In the context of cross-border data flows, the draft law stipulates that China will have the right to implement export control measures over data that falls into the category of “controlled items”, namely items relating to the fulfilment of international obligations and the safeguarding of national security. When an overseas law enforcement agency requests the collection of data stored in the territory of the People’s Republic of China, relevant departments and individuals may share it only after having obtained prior approval. In addition, the draft Law allows China to adopt countermeasures against discriminatory measures taken by other countries pertaining to data and data utilisation technologies in connection to trade and investment activities.
Finally, it is noteworthy that although the provisions stipulated by the draft apply to the collection, storage, processing, use, provision, trading and disclosure of data conducted within the territory of the People’s Republic of China, they also allow China to conduct investigations for legal liability on any organisation and individual outside the territory of the People’s Republic of China whose data activities harm China’s national security, public interests, or the legitimate rights and interests of Chinese citizens and organisations . Though certainly presenting differences, this is in line with “long arm jurisdiction” provisions stipulated e.g. in the EU’s GDPR (“any act involving the processing of EU personal data, can be governed”); indeed, some observers argue that China’s scope of application of the draft Data Security Law is a response to similar EU and US practices.
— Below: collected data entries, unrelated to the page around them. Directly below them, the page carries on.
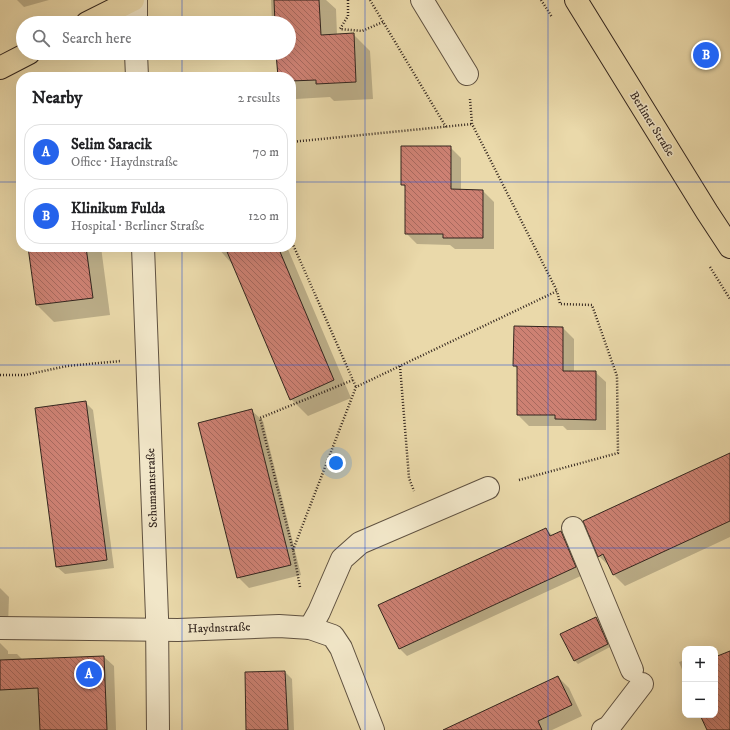 <!DOCTYPE html>
<meta charset="utf-8">
<style>
body{margin:0;font-family:"IM FELL DW Pica",serif;background:#f2f2f2;color:#202124}
.controls{position:absolute;right:12px;bottom:12px;display:grid;overflow:hidden;border-radius:8px;box-shadow:0 4px 16px #0002}
.controls button{width:36px;height:36px;display:grid;place-items:center;padding:0;border:0;border-bottom:1px solid #e0e0e0;background:#fff;color:#202124;font:20px sans-serif}
.you{position:absolute;left:336px;top:463px;width:14px;height:14px;margin:-10px;border:3px solid #fff;border-radius:50%;background:#1a73e8;box-shadow:0 0 0 6px #1a73e833}
.badge{display:grid;place-items:center;width:26px;height:26px;border-radius:50%;background:#2563eb;color:#fff;font-size:13px;font-weight:700}
.pin{position:absolute;translate:-50% -50%;border:2px solid #fff;box-shadow:0 1px 4px #0006}
.list{margin:0;padding:0;list-style:none}
h2{display:flex;justify-content:space-between;align-items:center;height:52px;margin:0;padding:0 16px;font-size:17px}
h2 small{font-size:13px;font-weight:400;color:#757577}
.list li{display:grid;grid-template-columns:26px 1fr auto;gap:12px;align-items:center;box-sizing:border-box;height:56px;margin:0 8px 8px;padding:0 8px;border:1px solid #e0e0e0;border-radius:16px}
.list b{display:block;font-size:15px;white-space:nowrap}
.list p{margin:0;font-size:13px;white-space:nowrap;color:#757577}
.list em{font-size:13px;font-style:normal;color:#757577}
.icon{flex:none;width:22px;height:22px;fill:none;stroke:currentColor;stroke-width:2;stroke-linecap:round;stroke-linejoin:round}
.map{position:relative;flex:none;width:730px;height:730px;overflow:hidden}
.search{position:absolute;background:#fff;box-shadow:0 4px 16px #0002;left:16px;top:16px;width:280px;height:44px;display:flex;align-items:center;gap:10px;box-sizing:border-box;padding:0 14px;border-radius:22px;color:#757577;font-size:15px}
.panel{position:absolute;background:#fff;box-shadow:0 4px 16px #0002;left:16px;top:72px;width:280px;height:180px;border-radius:16px}
.map>svg:first-child{display:block}
</style>
<div class="map">
<svg width="730" height="730" viewBox="0 0 730 730">
<defs>
<pattern id="building-back-hatch" width="6" height="6" patternUnits="userSpaceOnUse"><rect width="6" height="6" fill="#cd8173"/><path d="M-1 5l2 2M0 0l6 6M5-1l2 2" fill="none" stroke="#a7695e"/></pattern>
</defs>
<rect width="100%" height="100%" fill="#ead9aa"/>
<filter id="stains"><feTurbulence type="fractalNoise" baseFrequency=".005" numOctaves="4"/><feColorMatrix values="0 0 0 0 .2 0 0 0 0 .09 0 0 0 0 .02 0 0 0 .5 -.17"/></filter>
<radialGradient id="worn" r=".72"><stop offset=".6" stop-color="#630" stop-opacity="0"/><stop offset="1" stop-color="#630" stop-opacity=".3"/></radialGradient>
<g fill="#0003">
<path d="M17,0h32l-25,7z"/>
<path d="M271,0h55l10,9 1,26 16,-1 17,17 3,48 -39,2 -4,-4 -34,2 -5,-6v-16h-12l-2,-24h12v-30h-17z"/>
<path d="M450,147l11,11v32l22,1 11,11v47h-39l-5,-4 -33,-1 -11,-11v-45l-4,-4z"/>
<path d="M29,247h72l9,68 -56,7 -17,-17z"/>
<path d="M217,247h70l64,151 -43,18 -17,-17 -58,-134z"/>
<path d="M563,328l11,11v33h21l11,10v48h-39l-4,-4h-34l-11,-11v-46l-4,-3z"/>
<path d="M85,402l8,8 21,158 -49,6 -8,-7z"/>
<path d="M252,411l11,10 38,154 -52,13 -11,-11z"/>
<path d="M730,455v82l-105,49 -11,-11 -4,-8 -11,-11z"/>
<path d="M546,529l7,7 8,-4 7,8 15,35 -176,81 -8,-8z"/>
<path d="M0,588l9,9 -1,28 -8,5z"/>
<path d="M596,618l4,3 10,26 -32,17 -4,-4z"/>
<path d="M0,643l8,8v3h9l6,6 81,-3 10,9 2,64h-116z"/>
<path d="M685,660v17l-6,-15z"/>
<path d="M285,672l7,7 2,51h-46z"/>
<path d="M558,677l11,11 13,28 -30,14h-96z"/>
</g>
<g fill="url(#building-back-hatch)" stroke="#32251e">
<path d="M274,0h45l2,35 33,-2 2,49 -40,2v-4l-25,1v-4h-13l-2,-24h13v-30h-14z"/>
<path d="M401,146h50v43l32,1v48h-40v-4h-38v-49h-4z"/>
<path d="M28,247h58l7,51 -57,7z"/>
<path d="M225,247h53l56,133 -44,20z"/>
<path d="M514,326l49,1v44h33v49l-41,-1v-4h-38v-49h-4z"/>
<path d="M86,401l21,159 -51,7 -21,-159z"/>
<path d="M252,409l39,156 -54,13 -39,-155z"/>
<path d="M730,453v68l-117,54 -10,-21 -5,3 -15,-36z"/>
<path d="M546,528l4,8 11,-5 15,36 -177,82 -21,-44z"/>
<path d="M596,617l12,27 -34,17 -14,-27z"/>
<path d="M730,651v79h-23l-7,-15h15v-58z"/>
<path d="M104,656l3,74h-67l-2,-42 -38,2v-30z"/>
<path d="M285,671l3,59h-42l-1,-58z"/>
<path d="M558,676l14,29 -34,16 4,9h-99z"/>
</g>
<g fill="none" stroke-linecap="round" stroke-linejoin="round">
<g stroke="#605241" stroke-width="24">
<g id="minor">
<path d="M136,0v23"/>
<path d="M422,0l45,74"/>
<path d="M136,53l1,24"/>
<path d="M143,247l14,370 1,113"/>
<path d="M573,528l59,142"/>
<path d="M0,628l178,2 101,-4 31,2 23,8 8,12 32,82"/>
<path d="M310,628l9,-16 23,-53 18,-16 128,-55"/>
<path d="M603,730l6,-3 33,-43"/>
</g>
</g>
<g stroke="#32251e" stroke-width="24">
<g id="major">
<path d="M87,23l46,-23"/>
<path d="M0,68l29,-15"/>
</g>
</g>
<g stroke="#32251e" stroke-width="24">
<path id="highway" d="M576,0l131,212 23,35"/>
</g>
<g stroke="#32251e" stroke-width="2.5" stroke-dasharray="1 2" stroke-linecap="butt">
<path d="M348,0v16l-8,13 22,2 21,-9"/>
<path d="M370,0l76,127"/>
<path d="M541,0l11,17"/>
<path d="M291,142l181,-18"/>
<path d="M291,240l65,147"/>
<path d="M710,267l20,32"/>
<path d="M400,366l9,112 5,13"/>
<path d="M0,375h25l42,-9 54,-5"/>
<path d="M519,480l99,-27 -1,-77 -25,-71 -32,-1 -3,-13"/>
<path d="M293,550l63,-163 201,-96 -85,-167 -2,-25"/>
<path d="M300,587l-7,-37 -33,-132 93,-38"/>
</g>
<use href="#minor" stroke="#f1e6c8" stroke-width="22"/>
<use href="#major" stroke="#ead9aa" stroke-width="22"/>
<use href="#highway" stroke="#ead9aa" stroke-width="22"/>
</g>
<path fill="none" stroke="#1d4ed8" stroke-width="1" stroke-opacity="0.55" d="M182,0v23M365,0v730M548,0v730M182,53v24M0,182h21M291,182h439M182,247v483M0,365h730M0,548h730"/>
<g text-anchor="middle" dominant-baseline="central" stroke-width="3" stroke-linejoin="round" paint-order="stroke">
<g font-size="12" fill="#32251e" stroke="#f1e6c8">
<text transform="translate(652 124) rotate(58)">Berliner Straße</text>
<text transform="translate(152 488) rotate(-92)">Schumannstraße</text>
<text transform="translate(219 628) rotate(-2)">Haydnstraße</text>
</g>
</g>
<rect width="100%" height="100%" filter="url(#stains)"/>
<rect width="100%" height="100%" fill="url(#worn)"/>
</svg>
<div class="controls">
<button>+</button>
<button>−</button>
</div>
<div class="you"></div>
<div class="pin badge" style="left:89px;top:674px">A</div>
<div class="pin badge" style="left:706px;top:55px">B</div>
<div class="search"><svg class="icon" aria-label="search" viewBox="0 0 24 24"><circle cx="10" cy="10" r="6"/><path d="M15 15l6 6"/></svg>Search here</div>
<section class="panel">
<h2>Nearby<small>2 results</small></h2>
<ul class="list">
<li><span class="badge">A</span><div><b>Selim Saracik</b><p>Office · Haydnstraße</p></div><em>70 m</em></li>
<li><span class="badge">B</span><div><b>Klinikum Fulda</b><p>Hospital · Berliner Straße</p></div><em>120 m</em></li>
</ul>
</section>
</div>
The data security obligations of different subjects:
In addition to strong centralised supervision, the establishment of China’s data security governance system also needs to rely on self-management and inter-agency cooperation. Chapters IV, V VI of the draft outline the data security obligations and security measures for different subjects carrying out data activities, and stipulate corresponding legal liabilities.
However, the current draft of the Data Security Law still lacks specific provisions for practical implementation. Issues such as the division of ‘important data’ boundaries, as well as the establishment of systems for data security, data transaction, and cross-border data flows, will still need to be clarified. Nevertheless, the publication of the draft Data Security Law reflects China’s determination and confidence in regulating and optimising the legal system for data security in support to the digital economy.